Я стал центром своей вселенной, а вокруг меня собрались такие же потерянные люди. Это была моя банда, а я был ее главой. В округе нас даже побаивались из-за подростковой непредсказуемости и совершенного отсутствия тормозов. На улице меня сторонились. До такой степени, что мамы с детьми переходили на другую сторону улицы, если я шел им навстречу. Я был язвой, гнилым пятном на здоровом теле городка, и единственным человеком, который пытался меня вылечить, была Сьюзан. А я не переставал обижать ее, хотя это – слишком безобидное слово. Я доводил ее до слез, и меня это забавляло. Но вскоре мое поведение стало привычкой, и я потерял контроль над собой. Однажды, во время очередного скандала, когда она перевернула вверх дном мою комнату, отобрала у меня наркотики, я схватил ее и начал трясти, потом прижал к стене и, приставив ей руку к горлу, приказал убраться из моего дома. Из моей жизни. Никогда не забуду ее взгляд. Она смотрела на меня как дворняжка, которую я сначала приласкал, а потом ударил. Непонимание, боль, обида… Ни капли злости. Я был в бешенстве, ведь она рушила мою жизнь! Мой привычный мир, в котором ее проповедям не было места!
Моя сестра была упрямой, но даже она сдалась. Она не выдержала и ушла. Любой бы бросил меня раньше, но только не она. Напоследок она отрезала меня от денег и вызвала медиков, но я понимал, что к чему, и в нашем доме они меня не обнаружили.
Я проклинаю себя за то, что тогда творил. Что был такой сволочью. Но тогда это меня не волновало, и я погружался на дно под грузом своих пристрастий. Мне было скучно, и я находил утешение в алкоголе, травке и беспорядочном сексе. Заначка вскоре кончилась, и я стал продавать свои вещи.
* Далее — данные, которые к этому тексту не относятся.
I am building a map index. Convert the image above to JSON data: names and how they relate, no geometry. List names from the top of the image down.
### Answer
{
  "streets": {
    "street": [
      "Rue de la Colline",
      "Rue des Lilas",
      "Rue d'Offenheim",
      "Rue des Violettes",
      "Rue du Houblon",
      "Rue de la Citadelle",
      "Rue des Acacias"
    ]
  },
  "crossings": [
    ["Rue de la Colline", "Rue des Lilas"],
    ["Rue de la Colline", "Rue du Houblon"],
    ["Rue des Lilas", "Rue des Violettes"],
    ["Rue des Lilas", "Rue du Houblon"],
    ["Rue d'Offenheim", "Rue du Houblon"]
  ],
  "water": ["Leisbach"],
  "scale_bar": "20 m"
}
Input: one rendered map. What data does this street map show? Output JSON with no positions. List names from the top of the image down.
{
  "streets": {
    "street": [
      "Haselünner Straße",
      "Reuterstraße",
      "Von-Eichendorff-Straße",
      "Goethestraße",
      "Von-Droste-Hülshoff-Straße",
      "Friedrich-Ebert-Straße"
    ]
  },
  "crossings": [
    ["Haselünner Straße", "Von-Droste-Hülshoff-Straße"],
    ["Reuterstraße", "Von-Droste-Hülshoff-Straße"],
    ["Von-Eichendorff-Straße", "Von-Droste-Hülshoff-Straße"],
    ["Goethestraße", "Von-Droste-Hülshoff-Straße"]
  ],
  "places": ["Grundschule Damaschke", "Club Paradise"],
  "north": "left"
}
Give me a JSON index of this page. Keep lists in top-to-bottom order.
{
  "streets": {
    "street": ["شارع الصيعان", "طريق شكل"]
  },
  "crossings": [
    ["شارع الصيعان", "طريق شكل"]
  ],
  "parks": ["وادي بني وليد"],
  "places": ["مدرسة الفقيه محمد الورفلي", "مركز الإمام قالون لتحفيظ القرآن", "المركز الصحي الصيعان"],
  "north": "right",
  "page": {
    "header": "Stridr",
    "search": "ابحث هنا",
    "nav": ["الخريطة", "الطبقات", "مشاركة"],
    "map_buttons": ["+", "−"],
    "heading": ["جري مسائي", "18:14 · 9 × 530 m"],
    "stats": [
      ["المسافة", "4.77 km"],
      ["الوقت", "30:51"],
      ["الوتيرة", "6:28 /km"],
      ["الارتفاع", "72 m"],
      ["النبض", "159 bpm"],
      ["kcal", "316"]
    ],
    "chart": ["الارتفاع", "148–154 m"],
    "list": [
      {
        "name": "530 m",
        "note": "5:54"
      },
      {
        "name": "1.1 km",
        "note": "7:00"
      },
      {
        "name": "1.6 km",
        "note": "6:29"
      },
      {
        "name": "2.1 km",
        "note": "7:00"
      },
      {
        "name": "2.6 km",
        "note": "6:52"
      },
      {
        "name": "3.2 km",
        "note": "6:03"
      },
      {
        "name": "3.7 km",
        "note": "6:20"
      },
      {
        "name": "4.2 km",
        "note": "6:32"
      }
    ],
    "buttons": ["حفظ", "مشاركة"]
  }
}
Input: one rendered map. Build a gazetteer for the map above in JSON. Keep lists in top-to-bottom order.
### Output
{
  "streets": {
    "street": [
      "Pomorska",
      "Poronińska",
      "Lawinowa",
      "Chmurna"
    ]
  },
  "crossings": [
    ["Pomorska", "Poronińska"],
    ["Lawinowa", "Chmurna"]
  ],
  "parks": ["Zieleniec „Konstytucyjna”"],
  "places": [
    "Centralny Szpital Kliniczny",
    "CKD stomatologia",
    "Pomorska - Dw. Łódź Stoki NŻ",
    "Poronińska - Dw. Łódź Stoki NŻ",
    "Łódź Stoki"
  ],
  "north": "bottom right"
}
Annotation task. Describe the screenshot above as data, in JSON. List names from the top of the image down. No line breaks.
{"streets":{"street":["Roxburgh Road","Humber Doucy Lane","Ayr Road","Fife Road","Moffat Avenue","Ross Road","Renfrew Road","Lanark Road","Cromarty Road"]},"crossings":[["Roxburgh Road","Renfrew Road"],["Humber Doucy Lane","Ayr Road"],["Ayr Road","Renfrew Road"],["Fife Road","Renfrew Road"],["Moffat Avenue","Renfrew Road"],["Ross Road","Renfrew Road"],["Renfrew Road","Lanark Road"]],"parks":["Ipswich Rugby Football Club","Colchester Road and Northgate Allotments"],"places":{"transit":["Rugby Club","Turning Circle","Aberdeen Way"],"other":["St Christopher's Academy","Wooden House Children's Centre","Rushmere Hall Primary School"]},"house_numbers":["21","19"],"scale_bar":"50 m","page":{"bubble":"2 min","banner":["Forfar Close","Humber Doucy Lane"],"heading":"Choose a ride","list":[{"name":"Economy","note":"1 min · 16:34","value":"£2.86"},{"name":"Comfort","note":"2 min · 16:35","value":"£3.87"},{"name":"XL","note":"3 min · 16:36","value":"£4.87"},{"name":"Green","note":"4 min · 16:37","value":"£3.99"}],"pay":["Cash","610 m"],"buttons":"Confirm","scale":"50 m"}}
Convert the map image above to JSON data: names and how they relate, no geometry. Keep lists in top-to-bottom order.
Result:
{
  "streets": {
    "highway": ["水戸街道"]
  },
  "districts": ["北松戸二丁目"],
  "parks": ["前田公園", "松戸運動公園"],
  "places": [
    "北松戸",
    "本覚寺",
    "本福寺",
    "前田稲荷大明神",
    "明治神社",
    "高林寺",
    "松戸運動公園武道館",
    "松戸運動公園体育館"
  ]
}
Потом в ход пошли семейные ценности, которые я утаскивал ночью, пробираясь тайком в дом. За них платили больше.
Счастливчик, ни разу не попавшийся копам. Грешник, поправший святая святых…
Вечеринка была моей жизнью, и я правил этим балом. Мы собирались в заброшке, помойной яме, вокруг меня были зачастую незнакомые люди. Мне было все равно. Я привык к вечной грязи в полупустых комнатах, пьяным дракам собравшихся, диким стонам обдолбанных девиц, которые мешали мне спать, если я сам не являлся участником творившейся вакханалии…
И я продолжал злиться. На сестру. За то, что она тоже меня бросила.
Я все реже выбирался на улицу. Мне было неуютно ощущать злобные осуждающие взгляды прохожих, хотя первое время это было занятно – быть центром внимания. Везде, где бы я ни появлялся, разговоры замолкали и помещения пустели. Это было так любезно с их стороны – уступать мне место! Меня это забавляло, а сейчас… хочется от этого плакать.
Правда, не везде ко мне так относились. В загородном коттедже Коры мне всегда были рады. Кора была на два года старше, с теми же проблемами и абсолютно идентичными взглядами на жизнь. У нас их просто-напросто не было. Нас не интересовало наше будущее, а прошлое мы старались забыть. За все время нашего знакомства я так и не узнал, куда исчезли ее родители и почему она решила вести такой странный образ жизни. Точнее, не странный, а крутой. Потому что тогда я считал это крутым. «Да, детка, живи на всю катушку, пока не сдохнешь!» – любила говорить Кора, и я беспрекословно этому подчинялся. Может, это была любовь? Странная, больная, но любовь? Кто знает? Именно поэтому я все чаще называл ее своей девушкой. Она была не против, а я не обращал внимания на гиканья приятелей. В этом потоке грязи, из которой я даже не пытался выбраться, она была моей королевой тьмы, и я преклонялся перед ней. А ведь она разбила мне сердце, получается.